いろいろな研究をしてきましたが、その基盤にあるのは「聴覚障害のある人たちの対等な活躍を支えるために、必要な情報保障を生み出していきたい」という想いでした。特に大学や専門分野で活躍している聴覚障害者に対する情報保障に興味があり、聴覚障害者が求めている情報保障の内容やそれを可能にするために必要な工夫・技術について研究しています。また、私自身が大学で学ぶ聴覚障害学生支援のためのネットワーク(日本聴覚障害学生高等教育支援ネットワーク(PEPNet-Japan))を立ち上げて運営してきたこともあり、聴覚障害学生支援に関する研究もたくさん指導してきました。
新学部ではどのような授業を担当するのですか?
天久保キャンパスの授業としては、「情報保障概論」(1年1学期)、「ろう・難聴者を取り巻く社会資源」(2年2学期)などを担当します。また、両キャンパス共通の科目として、「手話・点字と障害支援技術」(3年1学期)、「盲ろう者の理解と支援」(3年2学期)なども担当予定です。
その授業ではどのような内容を学びますか?
「情報保障概論」は、産業技術学部との共通科目で、聴覚障害のある学生たちが大学生活・社会生活を送るうえで必要な情報保障について、知っておくべき知識を学習します。たとえば、いつも見ている文字通訳がどんな風に入力されているのかを体験したり、情報保障を依頼するときには、どこにどうやって連絡すればいいのかを調べたりします。
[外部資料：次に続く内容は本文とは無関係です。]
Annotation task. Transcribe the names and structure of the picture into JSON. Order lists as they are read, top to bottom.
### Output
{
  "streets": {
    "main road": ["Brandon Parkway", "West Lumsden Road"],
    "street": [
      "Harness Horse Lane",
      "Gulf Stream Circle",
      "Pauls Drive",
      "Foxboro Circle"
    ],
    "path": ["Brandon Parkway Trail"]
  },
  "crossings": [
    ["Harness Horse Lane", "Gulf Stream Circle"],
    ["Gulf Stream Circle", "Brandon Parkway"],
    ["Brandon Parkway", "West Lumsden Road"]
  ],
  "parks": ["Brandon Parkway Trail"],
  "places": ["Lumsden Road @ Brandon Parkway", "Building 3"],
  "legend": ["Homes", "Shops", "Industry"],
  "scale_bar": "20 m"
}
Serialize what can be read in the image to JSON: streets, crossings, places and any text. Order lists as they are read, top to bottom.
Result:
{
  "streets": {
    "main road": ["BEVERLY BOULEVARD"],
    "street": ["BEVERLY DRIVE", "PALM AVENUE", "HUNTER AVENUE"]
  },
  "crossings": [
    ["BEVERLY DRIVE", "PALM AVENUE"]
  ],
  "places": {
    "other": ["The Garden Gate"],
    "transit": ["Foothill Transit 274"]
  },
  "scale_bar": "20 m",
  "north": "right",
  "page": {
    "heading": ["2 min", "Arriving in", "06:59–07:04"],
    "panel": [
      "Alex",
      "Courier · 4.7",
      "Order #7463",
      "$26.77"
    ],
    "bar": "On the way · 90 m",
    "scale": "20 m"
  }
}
「ろう・難聴者を取り巻く社会資源」も、産業技術学部との共通科目で、複数人の先生方と一緒に担当しています。このうち、私の担当箇所では、卒業後、社会に出て情報保障を利用したり、合理的配慮の必要性について周りの人に説明したりするときに必要な知識を、さまざまなワークを通して学習する内容にしています。
「手話・点字と障害支援技術」は、両キャンパスの学生がともに学ぶ授業で、聴覚障害学生と視覚障害学生が互いに自分の障害やコミュニケーション方法について学び合う科目です。聴覚障害学生が視覚障害学生に対して手話を教えたり、逆に視覚障害学生が聴覚障害学生に対して、点字や日常生活で用いている様々な支援ツールについて教えたりすることで、互いの理解を深めます。
「盲ろう者の理解と支援」も両キャンパス共通の授業で、聴覚と視覚の両方に障害のある「盲ろう」について基本的な知識を学びます。そのうえで、実際に盲ろう者のお話を聞いたり、生活や就労の状況を観察し、「もっとこうなったらいいのにな」と感じているニーズ(例:運動不足解消のためにトレーニングができる環境が欲しいなど)を引き出して、それを実現するための方法についてグループで考えたり、実際にやってみたりする予定です。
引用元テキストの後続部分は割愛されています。